Step 3: The book has this as one step, but just to really differentiate things, we’ll do it in two. What happens next is IF-2 recognizes that the tRNA, mRNA, and 30S are attached properly. After this is achieved, IF-2 releases the energy bound up in GTP by hydrolyzing GTP to GDP. Hydrolyzing GTP causes IF-2 to change its shape, releasing itself from the tRNA and ribosome and also knocking off IF-1 and IF-3. So IF-1, IF-2-GDP, and IF-3 all leave the complex and leave the mRNA, 30S subunit, and charged tRNA behind.

Step 4:The last step consists of the 50S subunit finally attaching to the ribosome complex. The fMet-tRNAfMet ends up in the P site, which is the middle site of the final ribosome. The complex is now ready to enter the elongation cycle.

1. Elongation.

Elongation is the middle step, but occurs as a cycle. So after one walk-through of elongation, the ribosomal complex is ready for another round of elongation. Elongation we’ll break into 3 steps. The components involved are the ribosomal complex with its growing peptide chaine, EF-Tu, EF-Ts, EF-G, two GTPs, and a new charged tRNA.

Step 1:The first step of elongation is extremely similar to the second step in initiation. What happens is EF-Tu-GTP binds to the new charged tRNA and chaperones it to the A site – the entry point into the ribosome.

Step 2:Like IF-2, EF-Tu recognizes that the new charged tRNA has successfully entered and bound in the A site. After that, EF-Tu hydrolyzes its GTP to GDP and disassociates. After EF-Tu is out of the way, the ribosome can create the new peptide bond. The 23S rRNA performs the catalytic action to make the new bond. The 23S is a part of the 50S subunit. When the peptide bond is formed, the peptide chain is released from the old tRNA in the P-site and switches over to being held by the new tRNA in the A-site.

Step 3:This step resets all of the elongation parts to allow the cycle to run again. First, EF-Ts recharges EF-Tu with GTP. This reactivates EF-Tu and prepares it for chaperoning a new charged tRNA. Second, EF-G uses the energy provided by hydrolyzing GTP to GDP to move the ribosomal complex along 1 codon. So the ribosomal sites move 3 nucleotides along the mRNA in a 5’ to 3’ direction. This moves the old tRNA in the P-site to the E-site, where it exits the ribosome. The tRNA in the A-site that has the peptide chain bound to it now moves over into the P-site. Moving along the mRNA is called translocation.

1. Termination.

Termination is the last step in protein translation and only occurs when a stop codon enters the position below the A-site. The molecules involved are the ribosomal complex with polypeptide chain, RF-1, RF-2, RF-3, and GTP.

Step 1:The 3 stop codons (UAA, UAG, and UGA) are recognized by 2 RFs (release factors). RF-1 recognizes UAA and UAG. RF-2 recognizes UAA and UGA. Both RF-1 and RF-2 are proteins; they are not tRNAs. However, they can still enter the A-site and bind to their respective codons. RF-3-GTP will bind to the protein complex after either RF-1 or RF-2 has attached.

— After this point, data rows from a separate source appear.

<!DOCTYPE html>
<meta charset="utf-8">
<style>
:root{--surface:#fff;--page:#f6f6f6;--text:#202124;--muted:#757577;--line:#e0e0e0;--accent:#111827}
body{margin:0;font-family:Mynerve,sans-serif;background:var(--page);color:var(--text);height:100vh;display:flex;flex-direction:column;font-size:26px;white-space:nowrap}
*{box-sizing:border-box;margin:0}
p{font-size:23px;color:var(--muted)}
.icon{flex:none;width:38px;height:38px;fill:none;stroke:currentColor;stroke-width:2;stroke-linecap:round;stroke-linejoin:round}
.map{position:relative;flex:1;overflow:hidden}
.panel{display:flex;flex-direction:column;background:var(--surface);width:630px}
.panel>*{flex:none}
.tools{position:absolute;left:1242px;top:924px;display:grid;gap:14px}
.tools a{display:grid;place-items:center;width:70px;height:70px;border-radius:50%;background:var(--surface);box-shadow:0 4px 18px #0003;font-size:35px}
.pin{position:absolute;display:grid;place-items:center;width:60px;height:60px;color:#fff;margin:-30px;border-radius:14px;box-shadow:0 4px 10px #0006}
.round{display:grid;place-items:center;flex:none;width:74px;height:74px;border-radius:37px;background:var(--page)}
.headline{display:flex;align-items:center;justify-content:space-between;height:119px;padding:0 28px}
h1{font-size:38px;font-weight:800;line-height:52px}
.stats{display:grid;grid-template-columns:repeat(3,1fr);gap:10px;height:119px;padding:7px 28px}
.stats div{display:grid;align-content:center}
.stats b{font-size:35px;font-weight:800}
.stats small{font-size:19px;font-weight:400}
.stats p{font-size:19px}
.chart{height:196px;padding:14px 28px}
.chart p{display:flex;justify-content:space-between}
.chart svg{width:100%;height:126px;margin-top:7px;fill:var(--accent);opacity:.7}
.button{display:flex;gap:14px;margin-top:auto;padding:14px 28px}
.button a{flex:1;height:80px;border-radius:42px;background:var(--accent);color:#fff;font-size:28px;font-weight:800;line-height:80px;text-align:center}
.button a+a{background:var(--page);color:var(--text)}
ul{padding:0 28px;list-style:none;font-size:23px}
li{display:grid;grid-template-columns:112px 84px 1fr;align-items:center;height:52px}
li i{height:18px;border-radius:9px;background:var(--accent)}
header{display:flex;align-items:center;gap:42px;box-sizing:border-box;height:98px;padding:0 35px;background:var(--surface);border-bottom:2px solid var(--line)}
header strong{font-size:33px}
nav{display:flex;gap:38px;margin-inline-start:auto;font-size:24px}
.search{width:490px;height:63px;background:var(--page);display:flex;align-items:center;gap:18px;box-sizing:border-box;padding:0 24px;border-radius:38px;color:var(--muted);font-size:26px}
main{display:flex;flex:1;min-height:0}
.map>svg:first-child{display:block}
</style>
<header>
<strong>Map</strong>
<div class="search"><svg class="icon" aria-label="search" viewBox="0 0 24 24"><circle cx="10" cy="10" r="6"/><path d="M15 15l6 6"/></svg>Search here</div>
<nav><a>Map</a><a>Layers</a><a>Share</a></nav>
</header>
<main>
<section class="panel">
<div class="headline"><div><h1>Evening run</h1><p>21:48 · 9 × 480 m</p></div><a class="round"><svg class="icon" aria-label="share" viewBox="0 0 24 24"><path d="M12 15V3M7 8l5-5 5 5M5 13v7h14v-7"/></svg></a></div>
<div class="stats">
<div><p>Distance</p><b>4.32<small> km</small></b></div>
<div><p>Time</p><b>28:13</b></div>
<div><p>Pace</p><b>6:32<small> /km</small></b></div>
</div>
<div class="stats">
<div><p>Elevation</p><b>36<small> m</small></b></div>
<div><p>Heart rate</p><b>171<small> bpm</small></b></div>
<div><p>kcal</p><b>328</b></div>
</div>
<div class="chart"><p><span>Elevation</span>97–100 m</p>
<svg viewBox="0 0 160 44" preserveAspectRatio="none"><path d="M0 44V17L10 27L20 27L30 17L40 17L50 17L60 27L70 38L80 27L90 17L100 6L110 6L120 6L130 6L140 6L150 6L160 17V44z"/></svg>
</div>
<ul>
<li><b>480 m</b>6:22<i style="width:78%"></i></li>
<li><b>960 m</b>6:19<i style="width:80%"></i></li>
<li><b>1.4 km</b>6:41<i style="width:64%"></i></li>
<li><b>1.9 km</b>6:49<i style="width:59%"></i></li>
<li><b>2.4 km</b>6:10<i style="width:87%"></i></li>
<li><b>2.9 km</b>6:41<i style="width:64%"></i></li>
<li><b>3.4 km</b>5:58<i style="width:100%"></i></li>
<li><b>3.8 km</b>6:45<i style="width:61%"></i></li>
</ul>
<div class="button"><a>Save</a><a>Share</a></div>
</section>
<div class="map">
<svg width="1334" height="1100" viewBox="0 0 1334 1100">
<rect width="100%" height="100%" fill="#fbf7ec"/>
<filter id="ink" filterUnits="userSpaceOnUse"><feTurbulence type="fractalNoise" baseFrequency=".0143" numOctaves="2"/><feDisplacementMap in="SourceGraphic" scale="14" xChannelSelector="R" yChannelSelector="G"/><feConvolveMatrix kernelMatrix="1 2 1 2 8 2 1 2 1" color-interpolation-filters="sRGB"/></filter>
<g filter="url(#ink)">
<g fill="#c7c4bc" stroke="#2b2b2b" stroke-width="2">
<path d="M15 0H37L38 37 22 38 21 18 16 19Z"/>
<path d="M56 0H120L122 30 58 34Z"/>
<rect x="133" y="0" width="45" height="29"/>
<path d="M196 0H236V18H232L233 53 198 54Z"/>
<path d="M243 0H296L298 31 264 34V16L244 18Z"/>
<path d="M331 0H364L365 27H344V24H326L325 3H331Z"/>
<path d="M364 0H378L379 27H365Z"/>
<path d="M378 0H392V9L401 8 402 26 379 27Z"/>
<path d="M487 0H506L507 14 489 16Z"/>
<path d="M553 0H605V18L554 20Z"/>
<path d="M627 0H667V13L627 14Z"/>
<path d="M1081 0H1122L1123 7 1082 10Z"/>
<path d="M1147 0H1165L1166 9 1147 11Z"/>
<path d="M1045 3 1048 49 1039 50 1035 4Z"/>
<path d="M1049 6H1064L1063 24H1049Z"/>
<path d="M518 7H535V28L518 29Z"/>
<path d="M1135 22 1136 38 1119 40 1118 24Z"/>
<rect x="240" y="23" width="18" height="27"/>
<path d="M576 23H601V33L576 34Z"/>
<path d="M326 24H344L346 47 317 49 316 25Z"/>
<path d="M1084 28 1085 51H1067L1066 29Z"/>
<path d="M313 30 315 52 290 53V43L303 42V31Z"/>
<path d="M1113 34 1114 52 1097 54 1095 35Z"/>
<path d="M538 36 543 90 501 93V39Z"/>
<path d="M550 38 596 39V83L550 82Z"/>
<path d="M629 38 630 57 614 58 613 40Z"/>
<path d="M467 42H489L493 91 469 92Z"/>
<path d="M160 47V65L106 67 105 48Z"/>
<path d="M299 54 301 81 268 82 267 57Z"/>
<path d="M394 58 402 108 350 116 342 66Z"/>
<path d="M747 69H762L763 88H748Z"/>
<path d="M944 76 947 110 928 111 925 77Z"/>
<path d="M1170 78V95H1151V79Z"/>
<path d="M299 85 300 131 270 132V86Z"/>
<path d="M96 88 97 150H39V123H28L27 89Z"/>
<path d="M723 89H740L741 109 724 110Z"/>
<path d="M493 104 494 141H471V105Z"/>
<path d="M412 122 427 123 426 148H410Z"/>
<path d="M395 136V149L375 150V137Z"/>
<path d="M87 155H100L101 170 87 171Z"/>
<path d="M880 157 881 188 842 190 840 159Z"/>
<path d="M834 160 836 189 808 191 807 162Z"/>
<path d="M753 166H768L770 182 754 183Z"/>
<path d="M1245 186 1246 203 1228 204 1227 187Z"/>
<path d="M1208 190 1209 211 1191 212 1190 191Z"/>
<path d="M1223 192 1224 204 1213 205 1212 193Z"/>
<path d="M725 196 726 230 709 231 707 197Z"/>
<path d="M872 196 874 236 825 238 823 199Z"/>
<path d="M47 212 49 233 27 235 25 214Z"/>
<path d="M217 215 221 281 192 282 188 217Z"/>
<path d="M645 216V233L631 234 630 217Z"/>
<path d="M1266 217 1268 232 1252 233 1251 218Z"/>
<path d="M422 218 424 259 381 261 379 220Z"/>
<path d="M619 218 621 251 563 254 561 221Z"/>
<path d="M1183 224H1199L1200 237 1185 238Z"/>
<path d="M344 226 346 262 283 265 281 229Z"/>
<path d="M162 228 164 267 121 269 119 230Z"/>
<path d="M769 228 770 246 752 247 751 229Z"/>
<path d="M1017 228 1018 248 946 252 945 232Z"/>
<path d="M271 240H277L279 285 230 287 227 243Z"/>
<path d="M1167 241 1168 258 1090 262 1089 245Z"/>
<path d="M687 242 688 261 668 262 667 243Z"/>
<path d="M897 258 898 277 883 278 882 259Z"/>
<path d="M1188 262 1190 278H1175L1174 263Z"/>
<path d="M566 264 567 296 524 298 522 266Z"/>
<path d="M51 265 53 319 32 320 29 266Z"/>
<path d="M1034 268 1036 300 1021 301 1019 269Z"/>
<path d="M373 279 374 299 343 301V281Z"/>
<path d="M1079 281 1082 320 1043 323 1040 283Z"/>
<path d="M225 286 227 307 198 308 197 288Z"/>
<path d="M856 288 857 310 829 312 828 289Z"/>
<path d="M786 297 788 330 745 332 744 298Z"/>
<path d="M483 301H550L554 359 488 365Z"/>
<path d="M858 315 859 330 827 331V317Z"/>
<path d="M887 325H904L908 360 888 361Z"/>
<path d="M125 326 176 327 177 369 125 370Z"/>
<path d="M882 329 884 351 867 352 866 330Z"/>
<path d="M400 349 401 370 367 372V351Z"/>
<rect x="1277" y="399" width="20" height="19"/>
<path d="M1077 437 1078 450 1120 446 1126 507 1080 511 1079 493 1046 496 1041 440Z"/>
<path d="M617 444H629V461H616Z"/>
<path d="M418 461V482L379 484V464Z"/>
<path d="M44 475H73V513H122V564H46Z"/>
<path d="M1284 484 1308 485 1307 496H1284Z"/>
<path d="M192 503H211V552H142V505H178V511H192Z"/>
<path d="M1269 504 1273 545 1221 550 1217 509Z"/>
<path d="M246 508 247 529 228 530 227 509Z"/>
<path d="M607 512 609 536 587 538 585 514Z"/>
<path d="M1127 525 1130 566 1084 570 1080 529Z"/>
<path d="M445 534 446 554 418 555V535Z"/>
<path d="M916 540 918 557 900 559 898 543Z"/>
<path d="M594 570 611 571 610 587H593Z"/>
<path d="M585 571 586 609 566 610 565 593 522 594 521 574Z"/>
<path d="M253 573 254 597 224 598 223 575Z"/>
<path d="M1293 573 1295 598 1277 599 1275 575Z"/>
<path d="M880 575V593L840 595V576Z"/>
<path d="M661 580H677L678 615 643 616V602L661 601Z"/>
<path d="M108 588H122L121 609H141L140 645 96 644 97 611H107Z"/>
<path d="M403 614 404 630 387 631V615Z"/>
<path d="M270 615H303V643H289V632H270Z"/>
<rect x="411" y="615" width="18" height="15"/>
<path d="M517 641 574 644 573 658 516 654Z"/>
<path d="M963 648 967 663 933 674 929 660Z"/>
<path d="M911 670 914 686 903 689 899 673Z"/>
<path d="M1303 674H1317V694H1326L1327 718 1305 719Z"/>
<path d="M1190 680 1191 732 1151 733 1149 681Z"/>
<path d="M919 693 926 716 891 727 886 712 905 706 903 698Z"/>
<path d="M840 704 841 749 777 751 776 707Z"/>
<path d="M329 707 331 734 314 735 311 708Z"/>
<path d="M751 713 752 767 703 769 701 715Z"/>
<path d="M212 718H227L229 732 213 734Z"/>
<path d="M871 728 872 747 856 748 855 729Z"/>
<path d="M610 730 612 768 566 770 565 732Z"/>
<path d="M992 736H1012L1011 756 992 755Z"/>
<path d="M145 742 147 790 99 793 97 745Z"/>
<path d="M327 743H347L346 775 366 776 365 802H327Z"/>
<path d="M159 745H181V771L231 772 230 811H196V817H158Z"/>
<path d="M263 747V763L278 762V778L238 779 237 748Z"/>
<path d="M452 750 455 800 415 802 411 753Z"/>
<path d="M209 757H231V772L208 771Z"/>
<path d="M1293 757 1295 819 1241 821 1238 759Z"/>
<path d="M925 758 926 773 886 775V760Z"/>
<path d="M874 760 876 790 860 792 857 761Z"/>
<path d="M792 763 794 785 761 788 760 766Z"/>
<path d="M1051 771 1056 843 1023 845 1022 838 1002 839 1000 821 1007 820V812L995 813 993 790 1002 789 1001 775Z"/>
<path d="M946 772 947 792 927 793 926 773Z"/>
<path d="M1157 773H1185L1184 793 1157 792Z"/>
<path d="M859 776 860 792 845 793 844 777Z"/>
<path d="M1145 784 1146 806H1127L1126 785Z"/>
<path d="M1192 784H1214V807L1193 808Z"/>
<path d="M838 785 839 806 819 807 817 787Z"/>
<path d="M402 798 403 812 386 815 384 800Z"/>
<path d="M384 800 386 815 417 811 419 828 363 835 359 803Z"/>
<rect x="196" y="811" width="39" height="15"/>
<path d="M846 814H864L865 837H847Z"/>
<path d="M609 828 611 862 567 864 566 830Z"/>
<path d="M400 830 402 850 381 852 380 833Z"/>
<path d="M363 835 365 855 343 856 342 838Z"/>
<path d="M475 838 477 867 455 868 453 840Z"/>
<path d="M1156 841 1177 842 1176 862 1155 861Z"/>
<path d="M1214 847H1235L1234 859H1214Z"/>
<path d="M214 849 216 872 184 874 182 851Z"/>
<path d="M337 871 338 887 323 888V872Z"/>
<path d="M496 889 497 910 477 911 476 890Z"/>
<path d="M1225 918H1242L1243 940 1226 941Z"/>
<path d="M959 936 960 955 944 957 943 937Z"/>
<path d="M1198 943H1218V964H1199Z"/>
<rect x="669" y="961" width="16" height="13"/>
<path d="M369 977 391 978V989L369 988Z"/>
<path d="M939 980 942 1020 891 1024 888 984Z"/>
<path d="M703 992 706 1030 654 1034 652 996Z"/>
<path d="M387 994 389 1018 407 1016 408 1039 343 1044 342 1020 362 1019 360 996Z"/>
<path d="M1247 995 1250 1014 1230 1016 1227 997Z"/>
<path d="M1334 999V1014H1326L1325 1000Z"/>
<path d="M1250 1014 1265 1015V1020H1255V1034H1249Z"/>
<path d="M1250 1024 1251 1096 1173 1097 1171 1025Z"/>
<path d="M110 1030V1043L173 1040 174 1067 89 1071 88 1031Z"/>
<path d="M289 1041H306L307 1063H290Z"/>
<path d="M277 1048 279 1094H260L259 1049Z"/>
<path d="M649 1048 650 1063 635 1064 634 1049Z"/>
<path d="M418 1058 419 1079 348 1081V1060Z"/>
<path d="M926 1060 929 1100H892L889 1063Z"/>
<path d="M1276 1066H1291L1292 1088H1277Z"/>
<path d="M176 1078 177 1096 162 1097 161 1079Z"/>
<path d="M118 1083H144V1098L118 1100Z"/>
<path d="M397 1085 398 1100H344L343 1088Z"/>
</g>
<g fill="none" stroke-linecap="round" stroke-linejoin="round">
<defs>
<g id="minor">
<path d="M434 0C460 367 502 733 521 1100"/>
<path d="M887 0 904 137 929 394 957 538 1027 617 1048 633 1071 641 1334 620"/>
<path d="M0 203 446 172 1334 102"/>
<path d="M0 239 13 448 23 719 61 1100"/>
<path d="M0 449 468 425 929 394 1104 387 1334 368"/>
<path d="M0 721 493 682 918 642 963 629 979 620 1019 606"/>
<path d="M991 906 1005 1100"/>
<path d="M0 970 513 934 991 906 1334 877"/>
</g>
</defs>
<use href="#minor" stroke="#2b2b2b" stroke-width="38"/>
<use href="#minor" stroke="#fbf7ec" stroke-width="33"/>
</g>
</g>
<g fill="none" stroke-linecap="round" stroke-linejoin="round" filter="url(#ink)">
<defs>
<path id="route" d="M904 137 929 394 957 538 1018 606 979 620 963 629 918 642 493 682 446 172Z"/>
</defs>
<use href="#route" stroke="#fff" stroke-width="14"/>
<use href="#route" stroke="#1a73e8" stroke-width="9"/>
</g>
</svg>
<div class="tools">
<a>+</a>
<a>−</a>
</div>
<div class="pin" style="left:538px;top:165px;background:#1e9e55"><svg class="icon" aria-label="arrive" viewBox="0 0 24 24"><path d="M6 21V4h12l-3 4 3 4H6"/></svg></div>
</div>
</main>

Step 2:After RF-3-GTP binds to the ribosomal complex and verifies that one of the RFs is bound correctly, it hydrolyzes its GTP to GDP. The energy released is used to break apart all of the components of the ribosomal complex. So both of the RFs break off, the ribosomal subunits disassociate, the tRNA detaches from the mRNA and the polypeptide chain is released from the other end of the tRNA.